REVIEW: Masterful Voices Sing of Night, Love, and Joy
MARCH 2, 2019
BY BRIAN TAYLOR
Mastervoices, a 100-plus member chorus (originally founded by Robert Shaw in 1941), gave a concert on Friday night in Alice Tully Hall that seemed tailored to provide respite and consolation following what can only be described as an exasperating week in the "real world."
The chorus's Artistic Director, multi-talented Ted Sperling, led a program called “Night Songs and Love Waltzes” centering around the theme of Hausmusik, a genre of music-making in the 1800's that happened around the piano at home. In warm opening remarks, Sperling explained that tonight's music celebrated "homemade, handmade music," in contrast to an era in which so much is delivered directly to our EarPods and iPhones. Sperling summed up the evening's positive intentions, "we all need more harmony."
Opening with a delightful arrangement of "Do I Hear a Waltz?" from the musical of the same name by Richard Rodgers and Stephen Sondheim, the forces assembled for this occasion were unique. Peter Sachon and Mairi Dorman-Phaneuf played cello beautifully in a handful of numbers, and a horn quartet, Zohar Schondorf, Steven Sherts, Kyle Hoyt, and Shelagh Abate, played as one, the combination of horns and celli was rich. Mezzo-soprano Kate Aldrich sang the arrangement's solo with welcoming aplomb.
Highlighting the usual emphasis on romance in Hausmusik, Brahms’s Liebeslieder Walzes were the focus of the concert's first half. Mr. Sperling conducted with a keen eye on the larger structure, while at the same time giving the performers space, allowing the music to breathe and resonate. The wonderful quartet of singers: Ms. Aldrich, mezzo-soprano, Nicole Cabell, soprano, Nicholas Phan, tenor, and Nmon Ford, bass-baritone, all seemed to be on the same page, the uplifting, joyous spirit of Brahms's love music filling the room.

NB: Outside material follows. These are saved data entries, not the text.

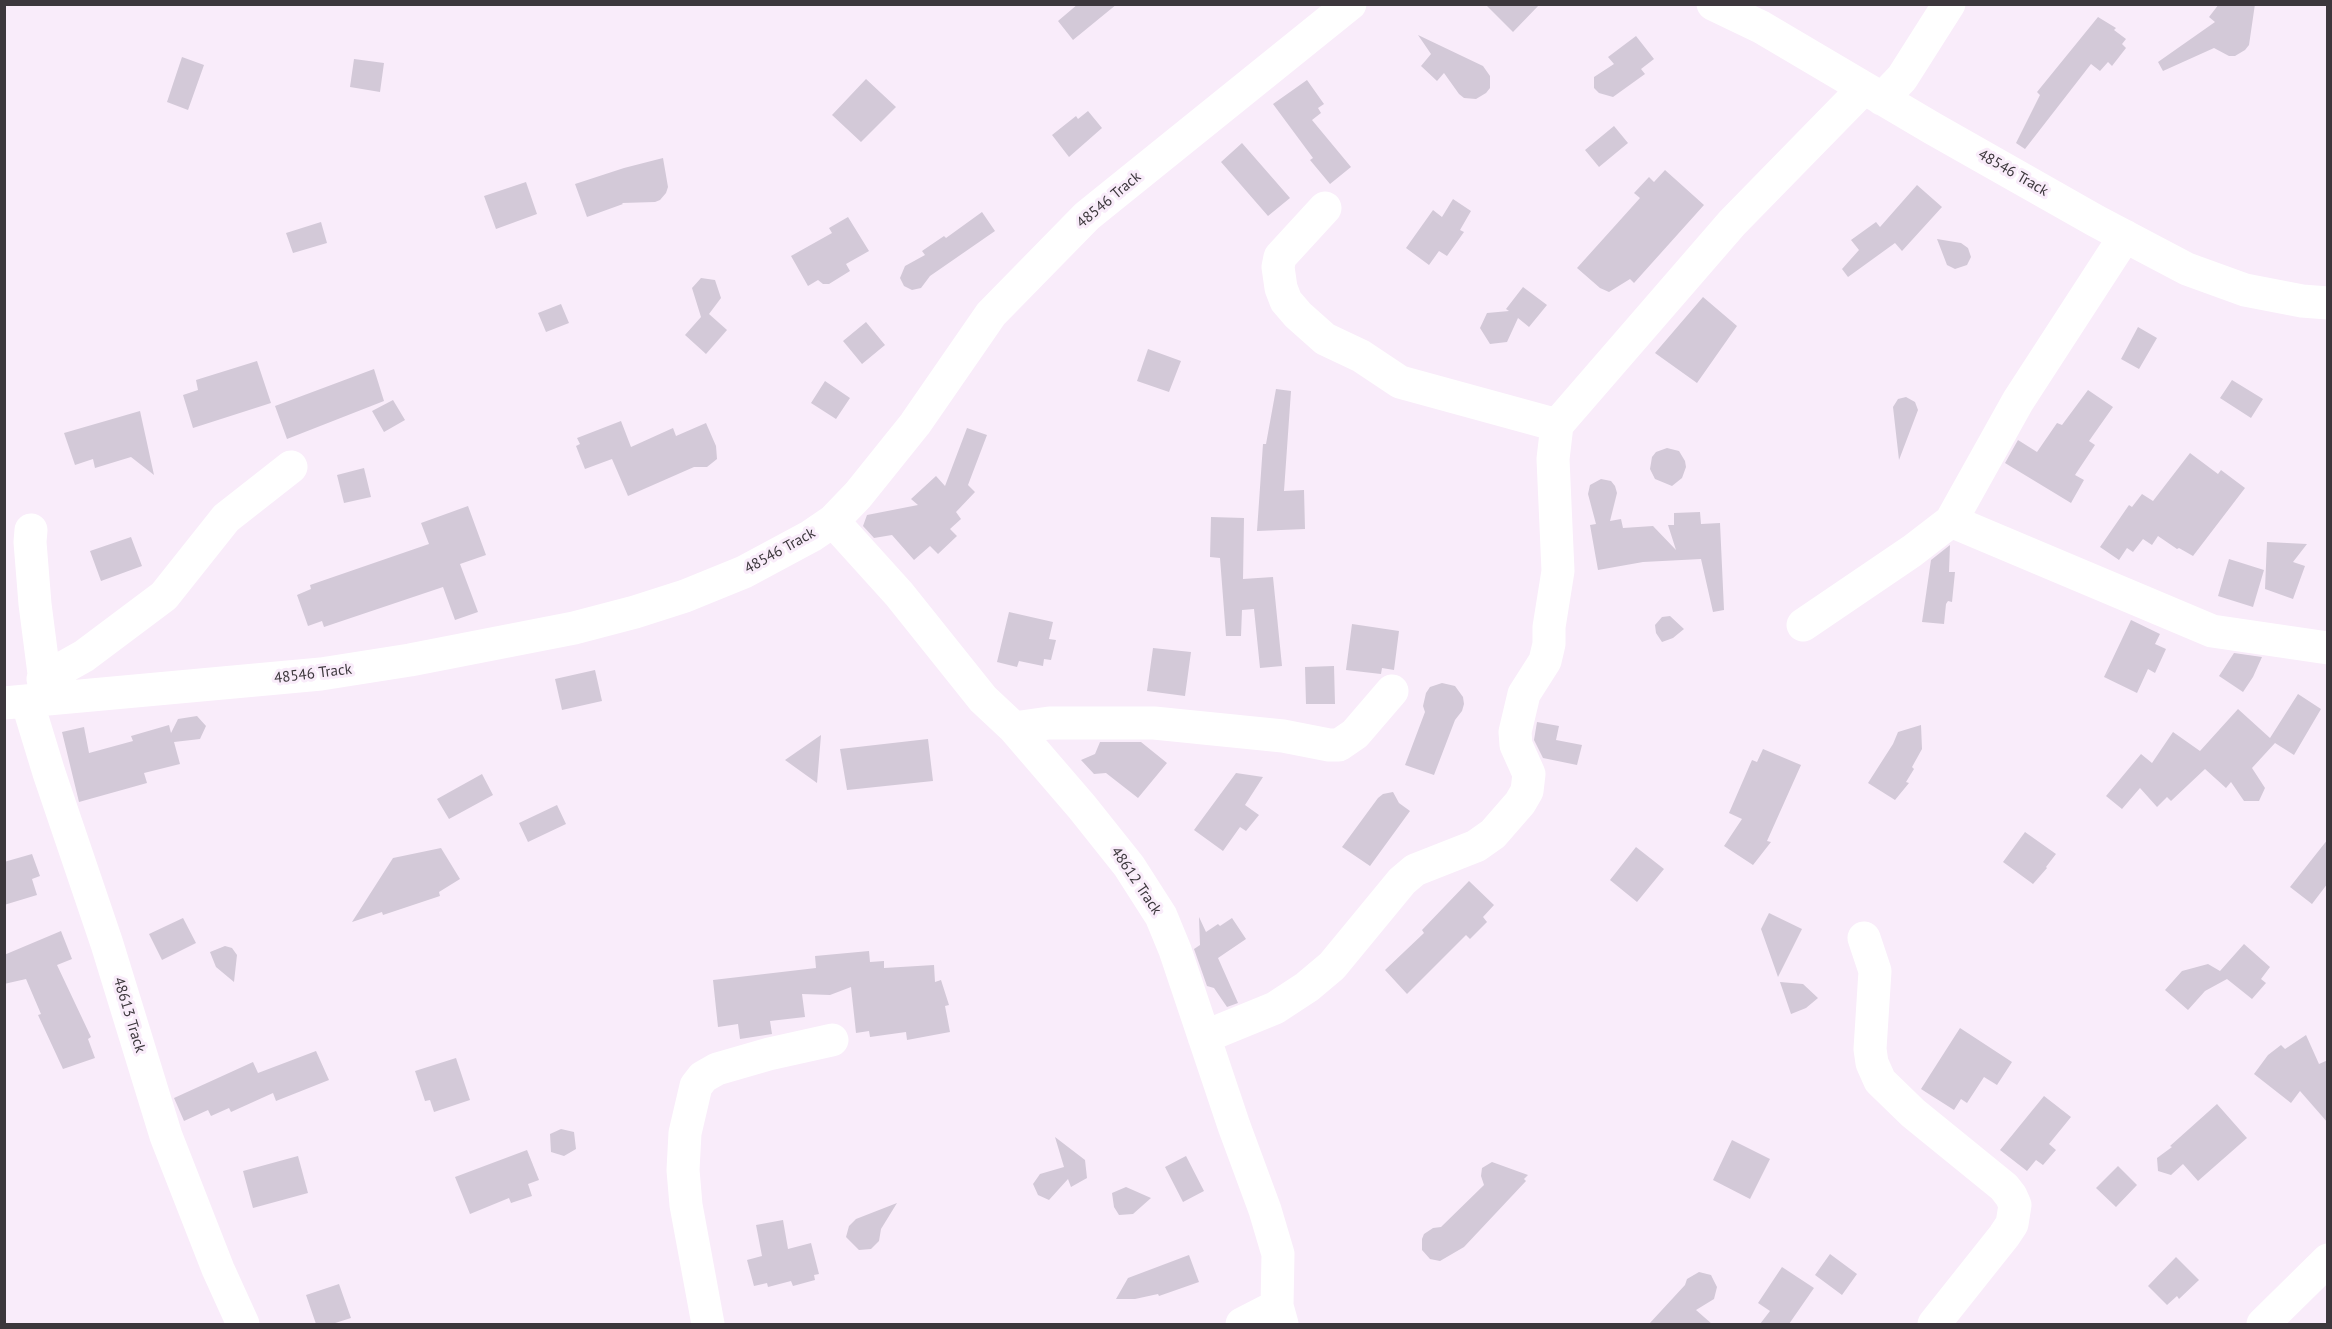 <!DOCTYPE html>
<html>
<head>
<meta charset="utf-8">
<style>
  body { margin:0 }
  #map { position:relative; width:2332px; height:1329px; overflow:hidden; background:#f9ecfa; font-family:"PT Sans",sans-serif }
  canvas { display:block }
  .frame { position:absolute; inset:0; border:6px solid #3c373c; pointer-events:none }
</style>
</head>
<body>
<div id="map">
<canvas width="2332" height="1329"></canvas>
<div class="frame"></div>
</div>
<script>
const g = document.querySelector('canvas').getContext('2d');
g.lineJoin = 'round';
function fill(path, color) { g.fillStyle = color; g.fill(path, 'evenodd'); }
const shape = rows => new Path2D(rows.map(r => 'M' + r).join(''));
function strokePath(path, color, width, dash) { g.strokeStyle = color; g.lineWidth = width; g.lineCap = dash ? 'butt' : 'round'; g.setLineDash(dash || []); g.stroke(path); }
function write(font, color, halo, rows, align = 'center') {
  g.font = font + ' "PT Sans",sans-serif'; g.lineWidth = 6; g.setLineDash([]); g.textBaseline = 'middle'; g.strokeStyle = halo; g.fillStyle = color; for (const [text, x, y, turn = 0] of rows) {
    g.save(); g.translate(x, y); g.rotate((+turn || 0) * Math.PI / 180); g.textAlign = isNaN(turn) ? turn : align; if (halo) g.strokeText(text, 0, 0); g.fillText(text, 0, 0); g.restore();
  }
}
fill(shape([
  [1078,4,1117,4,1073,40,1058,21],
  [1485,4,1540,4,1513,32],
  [2219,4,2255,4,2249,45,2245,50,2235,56,2229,56,2214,48,2163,71,2158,62,2215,22,2209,17],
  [2098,17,2116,28,2114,30,2126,39,2122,44,2126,48,2112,66,2108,62,2100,71,2091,64,2025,149,2016,143,2040,95,2037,92],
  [1418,35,1483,66,1490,76,1490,88,1486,93,1476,99,1464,98,1459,94,1444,73,1437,81,1421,66,1431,54],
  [1636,36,1654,59,1641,69,1645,74,1613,97,1599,93,1594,88,1594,77,1614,64,1608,57],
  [182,57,204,65,188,110,167,102],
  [354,59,384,63,380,92,350,87],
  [866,79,896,107,861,142,832,115],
  [1307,80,1324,104,1318,108,1321,113,1312,120,1351,167,1330,184,1310,160,1313,158,1273,104],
  [1088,111,1102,128,1069,157,1052,135,1076,116,1078,119],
  [1614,126,1628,143,1599,167,1585,150],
  [1242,143,1290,198,1268,216,1221,162],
  [663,158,668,187,666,193,660,200,655,202,622,203,623,204,587,217,575,184,624,168],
  [1665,170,1704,205,1634,283,1630,279,1609,292,1600,288,1577,268,1640,198,1634,193,1649,177,1654,182],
  [526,182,537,214,496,229,484,196],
  [1917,185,1942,207,1902,251,1895,243,1848,277,1842,269,1859,250,1851,240,1876,222,1880,227],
  [1453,199,1471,211,1460,230,1464,232,1447,256,1439,251,1429,265,1406,248,1433,210,1442,217],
  [982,212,995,231,930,276,921,288,912,290,904,286,900,278,905,266,925,255,922,251,944,236,946,238],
  [848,217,869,251,846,264,850,271,829,284,823,284,818,280,808,286,791,256,832,233,829,228],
  [321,222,327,243,293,253,286,233],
  [1937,239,1961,243,1968,248,1971,257,1967,265,1955,269,1947,265],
  [701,278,715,280,721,298,709,314,727,330,706,354,685,335,701,317,692,288],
  [1523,287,1547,305,1529,327,1518,318,1507,342,1490,344,1480,328,1487,313,1509,311,1506,309],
  [1703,297,1737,326,1697,383,1655,353],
  [561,304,569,323,546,332,538,313],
  [866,322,885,345,862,364,843,341],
  [2138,327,2157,338,2139,369,2121,359],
  [1148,349,1181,361,1169,392,1137,381],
  [257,361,271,403,193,428,183,395,198,390,196,380],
  [374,369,384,401,287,439,275,406],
  [2232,380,2263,399,2251,418,2220,398],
  [825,381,850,398,836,419,811,403],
  [1276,389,1291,391,1284,491,1304,490,1305,529,1257,531,1263,444,1266,444],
  [2088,390,2113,407,2089,441,2095,445,2075,475,2084,480,2071,503,2005,463,2018,440,2037,452,2057,423,2062,425],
  [1906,397,1915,402,1918,410,1899,460,1893,407,1898,399],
  [393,400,405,420,384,432,372,411],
  [140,411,154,475,131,457,95,468,93,459,75,465,64,433],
  [621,421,631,447,673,428,676,436,706,423,716,446,717,459,707,467,694,467,628,496,612,459,585,469,576,446,580,444,577,438],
  [967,428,987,435,968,485,975,492,956,512,961,519,950,529,957,536,938,554,930,546,914,560,892,535,874,538,863,526,867,515,918,505,911,499,936,476,945,486],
  [1667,448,1679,451,1685,461,1686,467,1682,478,1672,486,1655,479,1650,469,1652,457,1656,452],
  [2190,453,2218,474,2221,470,2245,488,2193,556,2179,548,2177,549,2158,536,2152,545,2143,539,2133,552,2127,548,2119,560,2100,547,2129,505,2132,507,2142,494,2153,501],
  [364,468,371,497,344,503,337,475],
  [1601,479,1611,481,1615,486,1617,493,1610,521,1621,519,1623,528,1653,526,1676,550,1668,525,1674,525,1674,513,1700,512,1701,524,1720,523,1724,610,1713,612,1701,559,1643,562,1598,570,1590,525,1596,524,1588,494,1590,485],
  [468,506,486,555,460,564,478,612,455,620,443,587,324,627,322,621,308,626,297,595,311,589,310,585,429,544,421,523],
  [1211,517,1244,518,1243,579,1273,577,1282,666,1260,668,1254,609,1242,610,1241,636,1226,636,1220,558,1210,557],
  [131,537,142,566,101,581,90,551],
  [2267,542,2307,544,2293,562,2305,566,2293,599,2265,589],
  [1950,545,1949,572,1955,572,1952,602,1948,601,1946,604,1944,624,1922,622,1931,560],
  [2229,559,2264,570,2253,607,2218,596],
  [1009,612,1053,622,1049,639,1056,640,1051,660,1044,659,1043,666,1019,661,1017,667,997,662],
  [1670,616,1684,629,1673,638,1662,642,1656,633,1655,625,1662,617],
  [2131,620,2160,634,2155,644,2166,649,2155,673,2148,669,2137,693,2104,677],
  [1352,624,1399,631,1394,670,1382,668,1381,674,1346,670],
  [1153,648,1191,652,1185,696,1147,691],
  [2234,653,2262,657,2253,677,2243,692,2219,676],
  [1334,666,1335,704,1306,704,1305,667],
  [595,670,602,701,562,710,555,679],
  [1442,683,1455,686,1463,697,1464,704,1462,711,1455,720,1434,775,1405,765,1425,712,1423,706,1426,693,1430,687],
  [2298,694,2321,709,2294,755,2275,743,2252,768,2265,788,2259,801,2244,801,2231,782,2226,788,2205,769,2171,801,2167,797,2157,807,2140,788,2122,809,2106,796,2141,754,2152,763,2173,732,2200,751,2238,709,2270,738],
  [197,716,206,726,200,739,174,742,180,764,144,773,147,783,79,802,62,732,84,727,89,753,133,741,131,736,169,725,171,733,178,719],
  [1537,722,1559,726,1556,740,1582,745,1577,765,1543,758,1534,740],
  [1921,725,1922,749,1912,767,1914,769,1906,782,1909,783,1895,800,1868,783,1893,744,1898,732],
  [821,735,817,783,785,760],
  [928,739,933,781,847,790,840,749],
  [1100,742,1141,742,1167,763,1138,798,1106,773,1094,774,1081,760,1095,754],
  [1763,749,1801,765,1767,841,1771,842,1753,865,1724,846,1742,819,1729,813,1752,760,1757,762],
  [1236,773,1263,777,1245,805,1259,815,1246,831,1240,827,1223,851,1194,830],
  [482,774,493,795,449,819,437,799],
  [1393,792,1399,803,1410,811,1370,866,1342,847,1378,798,1383,794],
  [557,805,566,824,528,842,519,823],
  [2025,832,2056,854,2046,867,2047,868,2033,884,2003,862],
  [2328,839,2328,883,2312,904,2290,887],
  [1636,847,1664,869,1637,902,1610,880],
  [441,848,460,879,439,892,440,896,383,915,382,912,352,922,393,858],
  [32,854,40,876,32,879,37,895,4,905,4,862],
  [1469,881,1494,905,1483,917,1487,922,1470,939,1466,935,1407,994,1385,970,1424,933,1422,930],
  [1769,913,1802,929,1778,977,1761,929],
  [1199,917,1206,932,1218,924,1220,926,1232,918,1246,939,1218,958,1238,1003,1227,1007,1214,988,1207,986,1194,949,1200,945],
  [183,918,196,943,162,960,149,934],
  [61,931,72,959,57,965,91,1037,88,1039,95,1058,63,1069,38,1015,41,1014,26,979,4,984,4,955],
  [2244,944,2270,967,2261,979,2266,983,2252,999,2227,979,2205,991,2188,1010,2165,990,2182,971,2208,964,2220,971],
  [225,946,232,948,237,955,234,982,216,967,210,952],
  [869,951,870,962,884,961,884,968,934,965,935,982,941,980,949,1005,945,1006,950,1032,907,1040,906,1032,870,1037,869,1031,856,1033,851,987,830,995,802,994,805,1017,770,1021,772,1034,740,1039,738,1024,718,1027,713,980,816,968,815,956],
  [1780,982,1803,984,1818,998,1806,1008,1791,1014],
  [1960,1028,2012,1062,1997,1085,1984,1077,1967,1103,1961,1099,1954,1110,1921,1089],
  [2306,1035,2319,1064,2328,1060,2328,1123,2300,1091,2291,1103,2254,1074,2268,1055,2281,1045,2285,1049],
  [316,1051,329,1080,276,1101,273,1093,231,1112,229,1108,211,1116,208,1110,184,1121,174,1098,253,1062,258,1073],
  [456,1058,470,1100,434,1112,430,1100,425,1101,415,1071],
  [2044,1096,2071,1117,2049,1144,2056,1150,2043,1165,2036,1160,2027,1171,2000,1150],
  [2217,1104,2247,1138,2198,1181,2183,1164,2171,1175,2158,1171,2157,1158,2172,1147,2170,1146],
  [561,1129,574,1132,576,1149,564,1156,551,1152,550,1134],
  [1055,1137,1085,1160,1087,1178,1071,1187,1068,1179,1049,1200,1038,1195,1033,1184,1040,1174,1064,1167],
  [1732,1140,1770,1159,1750,1199,1713,1180],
  [527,1150,539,1180,528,1184,532,1196,511,1203,509,1198,470,1214,455,1177],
  [298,1156,308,1193,253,1208,243,1171],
  [1186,1156,1204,1191,1183,1202,1165,1167],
  [1492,1162,1528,1175,1524,1179,1526,1181,1464,1247,1440,1261,1430,1259,1422,1250,1422,1239,1424,1234,1433,1228,1441,1227,1484,1185,1481,1176,1482,1168],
  [2118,1166,2137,1185,2116,1207,2096,1188],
  [1126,1187,1151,1198,1133,1214,1119,1215,1114,1207,1112,1193],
  [897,1203,881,1229,879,1241,871,1249,859,1250,846,1237,849,1226,856,1219],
  [783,1220,788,1249,811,1243,819,1274,814,1275,815,1280,793,1286,791,1281,768,1287,767,1283,754,1286,747,1260,762,1256,756,1225],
  [1830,1254,1857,1274,1842,1295,1815,1275],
  [1189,1255,1199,1282,1159,1296,1158,1294,1135,1299,1116,1299,1128,1278],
  [2176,1257,2199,1280,2179,1299,2177,1296,2167,1305,2148,1286],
  [1782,1267,1814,1288,1789,1324,1760,1324,1770,1311,1758,1303],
  [1699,1272,1711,1275,1717,1287,1714,1299,1696,1310,1712,1324,1649,1324,1685,1285,1687,1279],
  [339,1284,351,1318,332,1324,316,1324,306,1295]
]), '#d3c9d8');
strokePath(shape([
  [1713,4,1761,27,1932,128,2096,221,2187,269,2245,290,2302,301,2328,303],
  [1882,99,1902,78,1949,4],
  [1325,208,1280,257,1278,267,1281,288,1286,301,1298,315,1325,339,1361,356,1400,382,1557,425],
  [833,521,899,594,983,699,1014,728,1082,807,1129,866,1161,916,1175,950,1234,1126,1265,1210,1278,1254,1277,1306,1282,1324],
  [1951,521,2212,631,2328,648],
  [31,530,30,542,35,604,47,697],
  [1803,625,1912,551,1951,521,2018,401,2125,236],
  [43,679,84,656,164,596,226,518,291,467],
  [27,701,49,773,107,944,166,1136,218,1269,243,1324],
  [4,703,321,674,410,660,574,628,635,612,685,596,744,572,811,536,833,521,858,495,915,424,991,314,1087,216,1350,4],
  [1014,728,1049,723,1154,723,1283,736,1329,745,1339,745,1355,734,1392,691],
  [1864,938,1875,971,1870,1049,1872,1063,1880,1081,1913,1113,2004,1187,2011,1196,2015,1205,2012,1224,2004,1236,1934,1324],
  [1204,1037,1275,1008,1307,987,1332,966,1402,881,1415,870,1476,846,1493,834,1520,803,1527,791,1529,774,1516,745,1515,732,1524,694,1545,661,1549,644,1549,627,1558,571,1553,459,1557,425,1732,223,1864,88],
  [708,1324,686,1205,683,1170,685,1133,696,1086,703,1077,717,1069,769,1054,832,1040],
  [1242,1324,1277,1306],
  [2263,1324,2328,1260]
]), '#fff', 33);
write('15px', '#3c373c', '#f9ecfa', [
  ["48546 Track",2013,173,30],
  ["48546 Track",1109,200,-40],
  ["48546 Track",780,551,-29],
  ["48546 Track",313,674,-7],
  ["48612 Track",1136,881,56],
  ["48613 Track",129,1015,73]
]);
</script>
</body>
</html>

But the finds of the night were undoubtedly the piano duo Anderson and Roe. This spectacular pair exudes the very spirit of the whole evening's theme. Collaboration in the flesh. Sharing winks and smiles and, I imagine, having fun taking the other by surprise, Anderson and Roe play with deceptive ease and detailed refinement, as well as dazzling energy. They lended understated support to the Brahms Waltzes, but played two pieces on their own, first the Virtuoso Hungarian Dance No. 5 of Brahms, and later a truly stunning Libertango by Piazolla (both in the duo's own arrangements) that stopped the show.
The horn quartet's primary purpose was to accompany the men's chorus in another of the evening's high points, a skilled rendition of Schumann's Jaglieder, a set of five hunting songs. The horns sounded terrific, perfect intonation and phrasing, but also infused with the essence of the outdoors.
Mr. Ford sang a powerful rendition of a Brahms Lied, "Unbewegte Laue Luft," and Ms. Aldrich was joined by the women's chorus for Schubert's "Ständchen," a particularly beautiful melody, even for this master melodist, and a delightful back and forth between soloist and the women. After intermission, Mr. Phan sang Schumann's "Mondnacht" with magical lyricism.
The second half of the program began with an ambitious arrangement by Mr. Sperling of Night Waltzes from Sondheim's A Little Night Music. This was an inspired choice in this context, and notably, there was a passage included from material cut from the show and apparently not heard since -- I hope I get to hear this bittersweet music again. The soloists seemed to genuinely enjoy the change of musical pace, and the delicious witticisms in Sondheim's wry lyrics. The arrangement was so successful, I am convinced celli, horns, and piano duo would make a perfect orchestral complement for a production of Night Music.
The cello duo were featured in Mendelssohn's Verleih und Frieden, which speaks to Bach's strong influence on the composer, almost like an entry in a Bach Passion, with a duet for viola de gambas, and a religious chorus. Mr. Sachon and Ms. Dorman-Phaneuf played with heartfelt tenderness.
Following the piano duo's stunning Libertango, the composer Rick Ian Gordon's cycle Life is Love, a set of songs to the poetry of Langston Hughes, received a full-throated and purposeful premiere. The composer in attendance, the forces onstage gave this life-affirming set of songs a splendid performance.
Gordon's musical language was the perfect closer to the concert: contemporary, yet embodying a counterpoint to the jaded digital age in which we find ourselves. Summed up perfectly in Hughes's words for the last song of the evening, "Joy:" "I went to look for Joy, / Slim, dancing joy,/ Gay, laughing joy." It was a joyous evening, both because of the sheer number of performers onstage using their voices to lift all of us up, and through careful, thoughtful programming, and creative ingenuity.